## TASK STATEMENT:
Go through the data line by line. Copy each one holding the string "bottom".

__________________________________________________

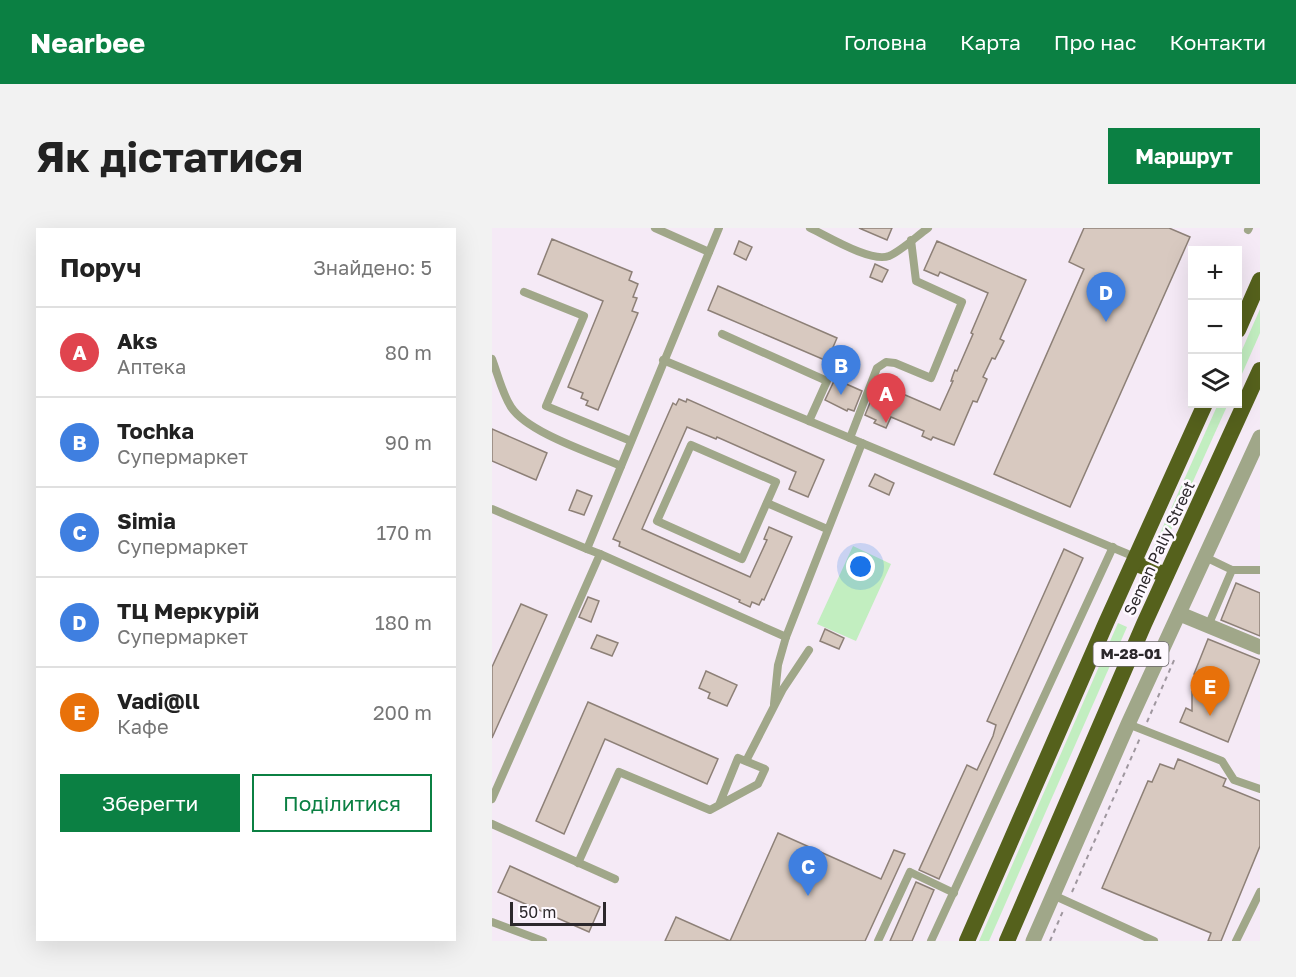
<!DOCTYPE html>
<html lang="uk">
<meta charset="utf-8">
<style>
body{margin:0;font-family:"Golos Text",sans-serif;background:#f2f2f2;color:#222}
.controls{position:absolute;right:18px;top:18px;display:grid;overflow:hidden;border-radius:0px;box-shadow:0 6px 24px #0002}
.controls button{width:54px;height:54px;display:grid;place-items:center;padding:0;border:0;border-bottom:2px solid #e0e0e0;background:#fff;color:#222;font:30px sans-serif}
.scale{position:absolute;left:18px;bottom:15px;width:96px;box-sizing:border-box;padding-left:6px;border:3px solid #2c282c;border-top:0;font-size:16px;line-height:21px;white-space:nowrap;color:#2c282c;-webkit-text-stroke:4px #fef9ff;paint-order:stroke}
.you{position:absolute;left:369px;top:339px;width:21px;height:21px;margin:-15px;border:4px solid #fff;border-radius:50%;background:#1a73e8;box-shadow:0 0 0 9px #1a73e833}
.badge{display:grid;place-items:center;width:39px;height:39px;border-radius:50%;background:#0b8043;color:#fff;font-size:20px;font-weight:700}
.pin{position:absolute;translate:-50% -50px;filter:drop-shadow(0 2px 3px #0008)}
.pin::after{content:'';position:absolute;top:32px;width:21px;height:18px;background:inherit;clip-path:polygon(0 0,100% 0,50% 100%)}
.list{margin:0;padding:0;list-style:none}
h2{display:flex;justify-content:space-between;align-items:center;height:78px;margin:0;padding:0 24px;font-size:26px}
h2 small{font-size:20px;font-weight:400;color:#767676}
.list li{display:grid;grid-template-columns:39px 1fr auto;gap:18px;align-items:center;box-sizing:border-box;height:90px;padding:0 24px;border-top:2px solid #e0e0e0}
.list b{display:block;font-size:22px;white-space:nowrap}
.list p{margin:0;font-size:20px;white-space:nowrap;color:#767676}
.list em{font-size:20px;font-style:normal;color:#767676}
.actions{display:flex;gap:12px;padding:18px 24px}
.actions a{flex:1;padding:14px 0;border:2px solid #0b8043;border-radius:0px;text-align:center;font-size:21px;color:#0b8043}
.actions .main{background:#0b8043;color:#fff}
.icon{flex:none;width:33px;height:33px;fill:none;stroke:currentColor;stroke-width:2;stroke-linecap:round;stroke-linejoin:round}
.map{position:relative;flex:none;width:768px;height:713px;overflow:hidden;border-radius:0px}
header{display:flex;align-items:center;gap:36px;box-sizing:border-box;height:84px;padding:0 30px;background:#0b8043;color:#fff}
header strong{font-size:28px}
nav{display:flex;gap:33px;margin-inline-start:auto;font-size:21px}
.intro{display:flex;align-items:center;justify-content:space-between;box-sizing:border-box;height:144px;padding:0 36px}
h1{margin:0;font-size:42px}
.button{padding:15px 27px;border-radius:0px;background:#0b8043;color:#fff;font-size:21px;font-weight:700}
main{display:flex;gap:36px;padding:0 36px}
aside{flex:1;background:#fff;border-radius:0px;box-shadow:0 6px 24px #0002}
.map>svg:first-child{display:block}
.green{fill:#c2eec0}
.building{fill:#d8c9c0;stroke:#8d8077;stroke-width:1.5}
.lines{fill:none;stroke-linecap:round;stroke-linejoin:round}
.path{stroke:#9f979f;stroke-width:2;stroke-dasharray:4.5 4.5;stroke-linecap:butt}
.service{stroke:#a0a789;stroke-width:8}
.minor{stroke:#a0a789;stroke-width:15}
.trunk{stroke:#55611c;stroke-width:16}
.labels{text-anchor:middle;stroke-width:5;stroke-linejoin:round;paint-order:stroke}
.shield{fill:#fef9ff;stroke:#6b676b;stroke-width:1.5}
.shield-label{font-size:15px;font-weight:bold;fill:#2c282c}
.street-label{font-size:16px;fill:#2c282c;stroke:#fef9ff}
</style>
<header>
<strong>Nearbee</strong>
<nav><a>Головна</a><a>Карта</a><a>Про нас</a><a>Контакти</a></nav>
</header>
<div class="intro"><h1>Як дістатися</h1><a class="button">Маршрут</a></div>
<main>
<aside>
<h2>Поруч<small>Знайдено: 5</small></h2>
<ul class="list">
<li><span class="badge" style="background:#e0444e">A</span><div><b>Aks</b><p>Аптека</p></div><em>80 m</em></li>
<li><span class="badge" style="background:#3f7fe0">B</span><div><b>Tochka</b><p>Супермаркет</p></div><em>90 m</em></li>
<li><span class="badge" style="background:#3f7fe0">C</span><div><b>Simia</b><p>Супермаркет</p></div><em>170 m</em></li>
<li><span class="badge" style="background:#3f7fe0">D</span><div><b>ТЦ Меркурій</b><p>Супермаркет</p></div><em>180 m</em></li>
<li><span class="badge" style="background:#e8710a">E</span><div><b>Vadi@ll</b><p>Кафе</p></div><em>200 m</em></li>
</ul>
<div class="actions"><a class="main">Зберегти</a><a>Поділитися</a></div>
</aside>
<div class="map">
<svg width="768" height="713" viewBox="0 0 768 713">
<rect width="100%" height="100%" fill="#f5eaf6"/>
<g class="green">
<polygon points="768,81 768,105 746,155 746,131"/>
<polygon points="726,176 736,176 665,333 657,330"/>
<polygon points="361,318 399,336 364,413 325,396"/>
<polygon points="626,395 635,399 497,713 487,713"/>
</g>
<g class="building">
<polygon points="367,0 400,0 395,12"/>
<polygon points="592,0 677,0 698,9 578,279 502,246 592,41 577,34"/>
<polygon points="60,11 140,44 137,52 146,56 141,69 145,70 140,83 146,85 106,182 94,177 96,173 89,170 91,165 76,159 111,73 46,46"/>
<polygon points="247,13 260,19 254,32 242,26"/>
<polygon points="445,13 534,52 508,111 512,113 503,131 500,130 491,149 495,151 485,174 481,173 462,217 441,209 439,212 430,208 432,203 399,189 394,200 382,195 384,192 373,187 382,165 394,170 395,167 401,170 404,163 448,182 461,153 459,153 461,147 463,142 465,143 481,106 479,105 496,65 448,44 446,48 432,42"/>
<polygon points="383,36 396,42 390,54 378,49"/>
<polygon points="226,58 345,110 335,133 216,82"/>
<polygon points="343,151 370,163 362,183 356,181 355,183 333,172"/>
<polygon points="187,171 194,174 195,171 332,232 316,269 297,261 304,244 225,209 224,211 195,199 150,301 258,349 275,312 272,311 277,299 300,309 272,372 270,371 267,377 260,374 258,379 247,374 248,372 127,318 128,314 121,311 181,175 184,177"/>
<polygon points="0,201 55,225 44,252 0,233"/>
<polygon points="383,246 402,255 397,267 377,258"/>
<polygon points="85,262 100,268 92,287 77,282"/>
<polygon points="572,321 591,330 447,651 427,642 475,537 485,542 501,508 504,497 495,493"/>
<polygon points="744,355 768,365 768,408 729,392"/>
<polygon points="96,369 107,373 99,394 87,389"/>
<polygon points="29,376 55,387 0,510 0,439"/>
<polygon points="333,401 352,410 347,421 328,413"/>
<polygon points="105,407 126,415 120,428 99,420"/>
<polygon points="716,411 768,432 736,514 688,494 694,480 700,483 700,463 714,451 702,446"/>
<polygon points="214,443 245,457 235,478 216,470 218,465 207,460"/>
<polygon points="96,474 226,531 215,556 113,511 72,606 44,593"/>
<polygon points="686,531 734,551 731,558 768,573 768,618 729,713 716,713 719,705 610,660 656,553 660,554 668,536 682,541"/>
<polygon points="286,605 389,651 402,622 413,626 373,713 173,713 184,689 238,713"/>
<polygon points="18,638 108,679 97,704 6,664"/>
<polygon points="424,654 442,662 420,713 398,713"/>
</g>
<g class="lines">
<g class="path">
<polyline points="655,494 683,430"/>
<polyline points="580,664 648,510"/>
<polyline points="558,713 571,683"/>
</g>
<g class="service">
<polyline points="163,0 217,24"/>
<path d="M 318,0 C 335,8 379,35 397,28 C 409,23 425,8 436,0"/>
<polyline points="756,2 757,0"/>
<polyline points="32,64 92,88 54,178 139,213"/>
<polyline points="230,106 335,153 317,193"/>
<path d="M 0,131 C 6,147 10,165 19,179 C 36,205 100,225 129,238"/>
<polyline points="171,132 643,329"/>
<polyline points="358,210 385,140 394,134 403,135 439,150 470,74 424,53 419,12"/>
<polygon points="199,217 284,254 250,331 165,293"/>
<polyline points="275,275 335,301"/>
<polyline points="0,281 95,321"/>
<polyline points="108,326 294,409 370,215"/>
<polyline points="713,329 740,342 768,342"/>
<polyline points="716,398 740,342"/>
<polyline points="282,476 286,437 294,409"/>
<polyline points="636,496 730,533 742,552 768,561"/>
<polyline points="254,533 291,461 317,422"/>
<polyline points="0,571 108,326 95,321 227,0"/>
<polyline points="0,596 123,651"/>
<polyline points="86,635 127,544 218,582 266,556 273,541 246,530 227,577"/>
<polyline points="561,667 662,713"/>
<polyline points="0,694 51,713"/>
<polyline points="386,713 418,644 462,665"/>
<polyline points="439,713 621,319"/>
<polyline points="744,713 768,664"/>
</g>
<g class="minor">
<polyline points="688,386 768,419"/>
<polyline points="541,713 636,496 768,209"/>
</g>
<g class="trunk">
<polyline points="746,102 768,52"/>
<polyline points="642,335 674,347"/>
<polyline points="475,713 614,395 713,176"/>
<polyline points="515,713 652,396 768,142"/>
</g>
</g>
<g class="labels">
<rect class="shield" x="601.5" y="414" width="75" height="24" rx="4.5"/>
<g class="shield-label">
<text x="639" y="431">М-28-01</text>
</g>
<g class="street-label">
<text transform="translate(667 320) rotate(-65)" y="6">Semen Paliy Street</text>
</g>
</g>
</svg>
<div class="controls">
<button>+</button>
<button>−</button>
<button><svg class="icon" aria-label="layers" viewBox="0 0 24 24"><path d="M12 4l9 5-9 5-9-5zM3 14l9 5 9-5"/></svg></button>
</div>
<div class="scale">50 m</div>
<div class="you"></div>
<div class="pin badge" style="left:394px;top:195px;background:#e0444e">A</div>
<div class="pin badge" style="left:349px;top:167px;background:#3f7fe0">B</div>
<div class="pin badge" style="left:316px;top:668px;background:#3f7fe0">C</div>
<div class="pin badge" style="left:614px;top:94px;background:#3f7fe0">D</div>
<div class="pin badge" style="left:718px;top:488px;background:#e8710a">E</div>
</div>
</main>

__________________________________________________

## RESULT:
.controls button{width:54px;height:54px;display:grid;place-items:center;padding:0;border:0;border-bottom:2px solid #e0e0e0;background:#fff;color:#222;font:30px sans-serif}
.scale{position:absolute;left:18px;bottom:15px;width:96px;box-sizing:border-box;padding-left:6px;border:3px solid #2c282c;border-top:0;font-size:16px;line-height:21px;white-space:nowrap;color:#2c282c;-webkit-text-stroke:4px #fef9ff;paint-order:stroke}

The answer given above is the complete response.